Il est évident que la crise sanitaire de 2020 a eu un impact fort sur le marché immobilier, et autant dire que cet impact n’est pas négatif partout ! Les récents chiffres dévoilés par Immostat indiquent en effet une hausse record de l’investissement immobilier résidentiel en France. L’occasion de chercher à anticiper les évolutions des investissements immobiliers en 2021, et les impacts à prévoir sur le marché de l’immobilier et du BTP…

Les chiffres d’Immostat sur le marché immobilier

Depuis 2001, Immostat est un groupement d’intérêt économique (GIE) qui se charge de regrouper  des informations clefs, pour donner une vision précise des marchés immobiliers d’Ile-de-France. Immostat s’intéresse tout particulièrement aux investissements immobiliers, sous forme d’actifs, et analyse donc avant tout le potentiel d’investissement lié au marché immobilier.

Entre autres chiffres publiés par Immostat, son montant de l’investissement résidentiel en France analyse le volume global des actifs résidentiels acquis sur une période donnée. L’indicateur regroupe l’ensemble des actifs résidentiels vendus en bloc : logements locatifs, résidences sénior non médicalisées, actifs résidentiels mixtes, résidences étudiantes ou encore espaces de coliving. Seuls les logements sociaux purs sont retirés de cette analyse.

À travers ce chiffre, Immostat permet d’indiquer quels sont les tendances des investisseurs sur le marché immobilier. Notons que l’analyse d’Immostat ne concerne que les transactions réalisées par des investisseurs (c’est-à-dire des personnes qui cherchent à retirer un rendement financier de la détention du bien immobilier), et dont le montant est supérieur à 1 millions d’euros.

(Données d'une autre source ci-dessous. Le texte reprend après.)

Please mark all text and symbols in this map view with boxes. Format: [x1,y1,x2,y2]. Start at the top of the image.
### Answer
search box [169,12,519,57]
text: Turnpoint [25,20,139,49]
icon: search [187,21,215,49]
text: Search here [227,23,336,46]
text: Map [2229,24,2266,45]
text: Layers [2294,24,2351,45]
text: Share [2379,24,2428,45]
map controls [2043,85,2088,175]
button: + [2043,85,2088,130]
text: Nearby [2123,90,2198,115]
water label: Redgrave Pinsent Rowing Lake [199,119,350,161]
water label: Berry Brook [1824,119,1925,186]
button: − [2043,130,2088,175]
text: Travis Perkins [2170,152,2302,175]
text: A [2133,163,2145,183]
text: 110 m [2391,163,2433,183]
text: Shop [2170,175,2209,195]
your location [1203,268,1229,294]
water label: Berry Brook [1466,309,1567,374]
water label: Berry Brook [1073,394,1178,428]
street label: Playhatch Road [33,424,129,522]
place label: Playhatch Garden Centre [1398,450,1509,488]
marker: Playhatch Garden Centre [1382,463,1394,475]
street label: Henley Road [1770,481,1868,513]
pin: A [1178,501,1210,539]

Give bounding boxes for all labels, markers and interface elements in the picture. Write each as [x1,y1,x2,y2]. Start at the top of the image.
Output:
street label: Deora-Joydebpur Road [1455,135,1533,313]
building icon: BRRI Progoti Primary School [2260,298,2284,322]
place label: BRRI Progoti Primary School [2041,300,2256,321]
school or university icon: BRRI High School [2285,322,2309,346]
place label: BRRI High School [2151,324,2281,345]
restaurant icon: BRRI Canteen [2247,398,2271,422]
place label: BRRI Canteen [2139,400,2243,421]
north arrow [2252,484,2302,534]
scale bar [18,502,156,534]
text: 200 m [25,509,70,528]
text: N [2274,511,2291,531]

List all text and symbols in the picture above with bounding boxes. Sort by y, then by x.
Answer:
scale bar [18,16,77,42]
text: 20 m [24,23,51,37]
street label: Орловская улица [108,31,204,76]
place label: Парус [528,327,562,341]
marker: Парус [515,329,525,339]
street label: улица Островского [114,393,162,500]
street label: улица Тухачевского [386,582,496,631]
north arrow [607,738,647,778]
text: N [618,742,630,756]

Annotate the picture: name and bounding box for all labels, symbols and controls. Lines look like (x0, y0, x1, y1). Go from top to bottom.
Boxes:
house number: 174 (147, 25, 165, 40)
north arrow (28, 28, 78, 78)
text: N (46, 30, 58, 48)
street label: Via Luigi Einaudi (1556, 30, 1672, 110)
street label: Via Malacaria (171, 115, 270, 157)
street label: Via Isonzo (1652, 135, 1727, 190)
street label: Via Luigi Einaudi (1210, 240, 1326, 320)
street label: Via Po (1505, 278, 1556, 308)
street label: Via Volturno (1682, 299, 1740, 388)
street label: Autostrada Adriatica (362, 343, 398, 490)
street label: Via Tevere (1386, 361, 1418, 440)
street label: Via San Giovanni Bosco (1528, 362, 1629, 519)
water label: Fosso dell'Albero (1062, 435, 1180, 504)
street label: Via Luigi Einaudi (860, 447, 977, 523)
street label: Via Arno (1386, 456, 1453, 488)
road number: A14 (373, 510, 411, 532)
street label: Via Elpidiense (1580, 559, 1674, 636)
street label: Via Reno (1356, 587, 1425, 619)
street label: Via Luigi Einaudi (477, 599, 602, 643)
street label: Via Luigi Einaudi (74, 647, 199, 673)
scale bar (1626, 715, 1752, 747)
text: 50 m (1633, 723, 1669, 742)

Marché immobilier 2020 : une hausse importante de l’investissement immobilier résidentiel

Les chiffes parlent d’eux-mêmes. Selon Immostat, le montant total des investissements dans le résidentiel en France passe de 3,923 milliards d’euros en 2019 à 5,536 milliards d’euros en 2020, soit une progression impressionnante de 41 %.

Une hausse record qui montre que les investisseurs s’intéressent directement au marché immobilier résidentiel, réaction logique suite à une crise du marché des bureaux.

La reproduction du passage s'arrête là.